How to get regular income whilst attending auditions

If you're not Tom Cruise or Keira Knightly, which most people aren't, it can be tricky paying for your life's necessities on simply acting jobs alone. Especially if casting websites are your main source of Auditions as it mean's your actively looking for jobs yourself whilst doing others, rather than have your agent doing that. Whether you have an agent or not, sometimes there are large periods of times where you are getting no auditions, or auditions but no acting jobs. Here is just a simple list of jobs you can do whilst auditioning for other work, from my experiences working in London.

1. West End Theatres. Working as an Usher is a very easy job to do and the best thing about it is that you work usually in the evenings, save for two or three matinee afternoons and so you have time during the day to audition. Within theatres there's also bar work, box office work and even other jobs like Cashier and fireman but they tend to be reserved for employees who stick around so they don't have to keep training people. The money's not wonderful, but it is possible to live off of an ushers wage and also with some theatres they get children's shows during the morning as well as Sunday shows as well, which may be a bit more hours but also means a lot more money.

2. Tourist Attraction. There are many tourist attractions in London, a lot of them specifically hire actors as well, as they know that they are friendly (or can act friendly) and are hard working and versatile. If a company mainly hires actors they are also usually quite willing for you to have some last minute time off if possible as they understand that that's when auditions usually tend to turn up. As long as you are professional and honest, usually companies will let you audition and leave in terms of them having a good reputation in hiring actors. But, do not take liberties and don't just not turn up because a guide on the internet said they would be lenient. Also be friendly and work hard, that way they'll be more inclined to give you time off. Depending on the company and how many hours you make this can be a very comfortable wage to live off.

3. Call Centres. I'll be honest with you, the two times I've done call centre work, I have hated it to my very core. However, other actors and people I've worked with do seem to be very good at it and also if it is on a commission basis then it can be a very good money maker. There are usually companies advertising on spotlight for call centre work and if so, like the tourist attractions I mentioned up above, they will be used to hiring actors and flexible with their hours and also last minute audition calls. It's not for everyone this but it can be good for networking and also it's quite easy when you get the hang of it.

4. Teaching. There are many weekend performing arts schools which will require acting, singing and dancing teachers which, although won't really pay the rent, these schools are good for experience in working with children, they can be good for obtaining a CRB if you haven't already got one and also quite rewarding if you'd like to pursue it more in the future. However these are mainly so you can make a bit more extra money on the side and weekend performance teaching is in no way a wage you can pay rent with.
As well as the weekend schools there are also jobs in being an assistant teacher, which although might involve a bit of training can also be quite flexible and rewarding and a good pay packet with it.There are specific websites that can help you with this.
Lastly though there is also private tuition in terms of singing, piano or any other instrument or skill you have. It's a good little money maker if you have the confidence and skill in teaching. But again, unless your doing this for three or four full working days, you won't be paying for holidays with it without another job as well.

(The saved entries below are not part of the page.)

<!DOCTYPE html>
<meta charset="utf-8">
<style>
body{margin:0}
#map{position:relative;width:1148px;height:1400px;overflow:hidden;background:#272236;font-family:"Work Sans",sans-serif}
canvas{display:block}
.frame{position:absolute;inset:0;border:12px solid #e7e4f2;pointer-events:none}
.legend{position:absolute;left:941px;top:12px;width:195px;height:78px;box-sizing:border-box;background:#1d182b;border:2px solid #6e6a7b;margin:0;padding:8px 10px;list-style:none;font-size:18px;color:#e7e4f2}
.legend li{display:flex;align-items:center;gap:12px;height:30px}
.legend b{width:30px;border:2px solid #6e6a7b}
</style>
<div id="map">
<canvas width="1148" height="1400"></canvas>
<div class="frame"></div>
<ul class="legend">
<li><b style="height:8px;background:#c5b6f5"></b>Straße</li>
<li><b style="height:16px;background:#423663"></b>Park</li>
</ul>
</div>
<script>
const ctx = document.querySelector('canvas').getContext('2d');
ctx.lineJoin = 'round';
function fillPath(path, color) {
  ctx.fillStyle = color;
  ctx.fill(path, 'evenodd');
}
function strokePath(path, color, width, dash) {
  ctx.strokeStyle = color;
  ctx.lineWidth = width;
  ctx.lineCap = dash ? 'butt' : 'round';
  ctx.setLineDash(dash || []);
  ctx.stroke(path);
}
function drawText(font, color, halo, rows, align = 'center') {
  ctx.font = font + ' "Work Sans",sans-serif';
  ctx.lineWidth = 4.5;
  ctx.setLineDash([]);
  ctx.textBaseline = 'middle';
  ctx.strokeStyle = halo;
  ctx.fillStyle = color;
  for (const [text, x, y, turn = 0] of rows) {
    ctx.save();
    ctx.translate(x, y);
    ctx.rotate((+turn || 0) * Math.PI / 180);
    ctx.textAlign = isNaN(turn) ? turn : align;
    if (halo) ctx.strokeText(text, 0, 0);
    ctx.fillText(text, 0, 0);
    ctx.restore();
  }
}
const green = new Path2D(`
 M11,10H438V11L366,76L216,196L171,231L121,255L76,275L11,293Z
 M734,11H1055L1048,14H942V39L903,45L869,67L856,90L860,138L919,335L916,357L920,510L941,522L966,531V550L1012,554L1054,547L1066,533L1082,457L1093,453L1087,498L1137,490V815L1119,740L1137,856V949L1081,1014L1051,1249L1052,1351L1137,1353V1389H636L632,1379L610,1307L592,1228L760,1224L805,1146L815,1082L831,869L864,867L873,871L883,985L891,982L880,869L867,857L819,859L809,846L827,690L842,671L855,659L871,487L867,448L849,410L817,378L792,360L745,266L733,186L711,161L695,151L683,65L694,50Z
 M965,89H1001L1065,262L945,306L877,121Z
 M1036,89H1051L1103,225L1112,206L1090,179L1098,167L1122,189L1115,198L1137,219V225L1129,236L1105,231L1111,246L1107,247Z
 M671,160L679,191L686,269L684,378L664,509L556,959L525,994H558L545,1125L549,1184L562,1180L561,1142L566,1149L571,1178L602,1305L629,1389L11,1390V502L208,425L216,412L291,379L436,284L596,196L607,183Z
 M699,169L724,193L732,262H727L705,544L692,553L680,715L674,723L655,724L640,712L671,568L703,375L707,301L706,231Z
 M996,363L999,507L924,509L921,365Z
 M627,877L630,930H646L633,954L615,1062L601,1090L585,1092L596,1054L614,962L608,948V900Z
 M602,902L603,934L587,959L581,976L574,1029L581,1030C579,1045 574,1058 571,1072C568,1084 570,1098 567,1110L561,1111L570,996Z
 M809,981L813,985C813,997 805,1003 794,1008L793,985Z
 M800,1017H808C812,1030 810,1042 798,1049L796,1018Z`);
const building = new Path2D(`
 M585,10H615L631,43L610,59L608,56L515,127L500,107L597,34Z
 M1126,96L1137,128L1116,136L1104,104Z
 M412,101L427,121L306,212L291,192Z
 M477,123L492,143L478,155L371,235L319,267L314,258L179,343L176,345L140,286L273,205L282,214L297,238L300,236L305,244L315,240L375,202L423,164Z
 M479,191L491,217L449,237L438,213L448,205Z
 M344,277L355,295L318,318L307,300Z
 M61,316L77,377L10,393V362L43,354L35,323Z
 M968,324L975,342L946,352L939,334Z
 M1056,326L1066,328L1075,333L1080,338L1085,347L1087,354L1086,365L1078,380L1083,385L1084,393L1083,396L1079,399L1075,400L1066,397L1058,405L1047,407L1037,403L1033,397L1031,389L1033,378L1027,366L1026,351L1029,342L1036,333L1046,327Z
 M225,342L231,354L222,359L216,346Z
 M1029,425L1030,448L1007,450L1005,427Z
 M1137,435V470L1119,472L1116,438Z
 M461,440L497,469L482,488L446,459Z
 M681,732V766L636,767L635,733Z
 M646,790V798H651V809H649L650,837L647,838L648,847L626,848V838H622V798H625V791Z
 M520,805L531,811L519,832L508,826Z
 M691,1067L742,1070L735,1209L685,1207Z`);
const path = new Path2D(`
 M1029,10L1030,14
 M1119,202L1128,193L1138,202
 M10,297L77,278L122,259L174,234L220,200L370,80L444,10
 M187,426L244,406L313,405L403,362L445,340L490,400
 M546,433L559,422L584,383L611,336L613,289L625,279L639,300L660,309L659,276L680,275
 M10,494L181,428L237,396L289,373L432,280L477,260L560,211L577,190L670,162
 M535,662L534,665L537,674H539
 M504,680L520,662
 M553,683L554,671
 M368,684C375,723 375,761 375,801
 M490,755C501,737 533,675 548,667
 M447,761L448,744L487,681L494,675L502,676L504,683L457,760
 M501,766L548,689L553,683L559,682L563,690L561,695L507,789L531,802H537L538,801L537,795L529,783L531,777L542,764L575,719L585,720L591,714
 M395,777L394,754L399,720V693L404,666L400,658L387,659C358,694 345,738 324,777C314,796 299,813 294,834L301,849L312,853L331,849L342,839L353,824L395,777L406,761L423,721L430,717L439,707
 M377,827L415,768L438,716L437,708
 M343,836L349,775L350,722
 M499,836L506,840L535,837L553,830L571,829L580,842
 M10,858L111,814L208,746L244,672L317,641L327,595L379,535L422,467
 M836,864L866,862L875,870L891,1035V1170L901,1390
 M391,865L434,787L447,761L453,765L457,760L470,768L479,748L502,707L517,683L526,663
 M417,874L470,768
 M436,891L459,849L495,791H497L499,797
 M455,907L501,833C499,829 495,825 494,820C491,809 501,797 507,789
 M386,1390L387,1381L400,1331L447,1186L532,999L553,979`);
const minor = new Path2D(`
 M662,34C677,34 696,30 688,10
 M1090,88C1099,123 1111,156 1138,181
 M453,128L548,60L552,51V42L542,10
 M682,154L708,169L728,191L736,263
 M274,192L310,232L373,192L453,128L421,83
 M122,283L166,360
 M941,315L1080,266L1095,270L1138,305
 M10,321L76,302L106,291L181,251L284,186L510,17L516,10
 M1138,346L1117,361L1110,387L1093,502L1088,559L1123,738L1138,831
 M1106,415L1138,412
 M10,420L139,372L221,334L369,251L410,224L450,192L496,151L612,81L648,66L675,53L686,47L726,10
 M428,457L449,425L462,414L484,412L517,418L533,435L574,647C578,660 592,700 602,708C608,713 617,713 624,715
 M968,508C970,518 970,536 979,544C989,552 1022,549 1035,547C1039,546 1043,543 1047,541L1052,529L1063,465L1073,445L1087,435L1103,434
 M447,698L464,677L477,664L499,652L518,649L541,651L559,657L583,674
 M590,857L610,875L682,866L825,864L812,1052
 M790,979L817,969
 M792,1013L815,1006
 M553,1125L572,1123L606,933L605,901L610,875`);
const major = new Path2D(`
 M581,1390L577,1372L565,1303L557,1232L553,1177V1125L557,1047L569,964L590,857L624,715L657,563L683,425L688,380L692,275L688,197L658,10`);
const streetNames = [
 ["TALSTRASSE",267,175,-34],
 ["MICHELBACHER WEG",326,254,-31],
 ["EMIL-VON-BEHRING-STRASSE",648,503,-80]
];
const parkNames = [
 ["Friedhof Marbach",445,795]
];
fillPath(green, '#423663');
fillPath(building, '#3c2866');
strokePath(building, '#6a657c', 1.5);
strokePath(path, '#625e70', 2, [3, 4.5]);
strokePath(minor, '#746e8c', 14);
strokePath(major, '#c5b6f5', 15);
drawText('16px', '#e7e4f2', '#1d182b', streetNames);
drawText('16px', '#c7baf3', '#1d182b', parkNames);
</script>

5. Temping and Promotions. I'll just add this on the end here as I don't really have much experience with them, but again they are good money makers, and they are usually used to having mainly performers working for them and temping is great if you have an acting job looming up in the distance and you need something to tide you over for a bit, but only really good if you are OK in an office environment. Promotions, if you can find is is usually very good pay, and is very easy as well most of the time. It can be a bit boring though and can also be quite hard to find so if you find a good company then work hard, be punctual, flexible and be nice!

These are my main areas in which I've made my money in which I can live, when I've been without performing work from graduating from drama school, until now. Of course there are other jobs I haven't mentioned like bar work, and waiting in restaurants but these tend not to be as flexible and are usually very long and tiring hours as well. I've not mentioned any specific companies here for I don't wish to advertise companies or jobs which may not be available and also they may have changed slightly since my absence. The last thing I would advice, is that don't limit yourself to acting. If you see an opportunity that seems too good to miss then take it, if you see something that involves getting paid to go to another country you've never seen before, then do it to broaden your horizons. Being an actor is great in terms of performing, but also the offers we get that coincide with our line of work are also brilliant as well.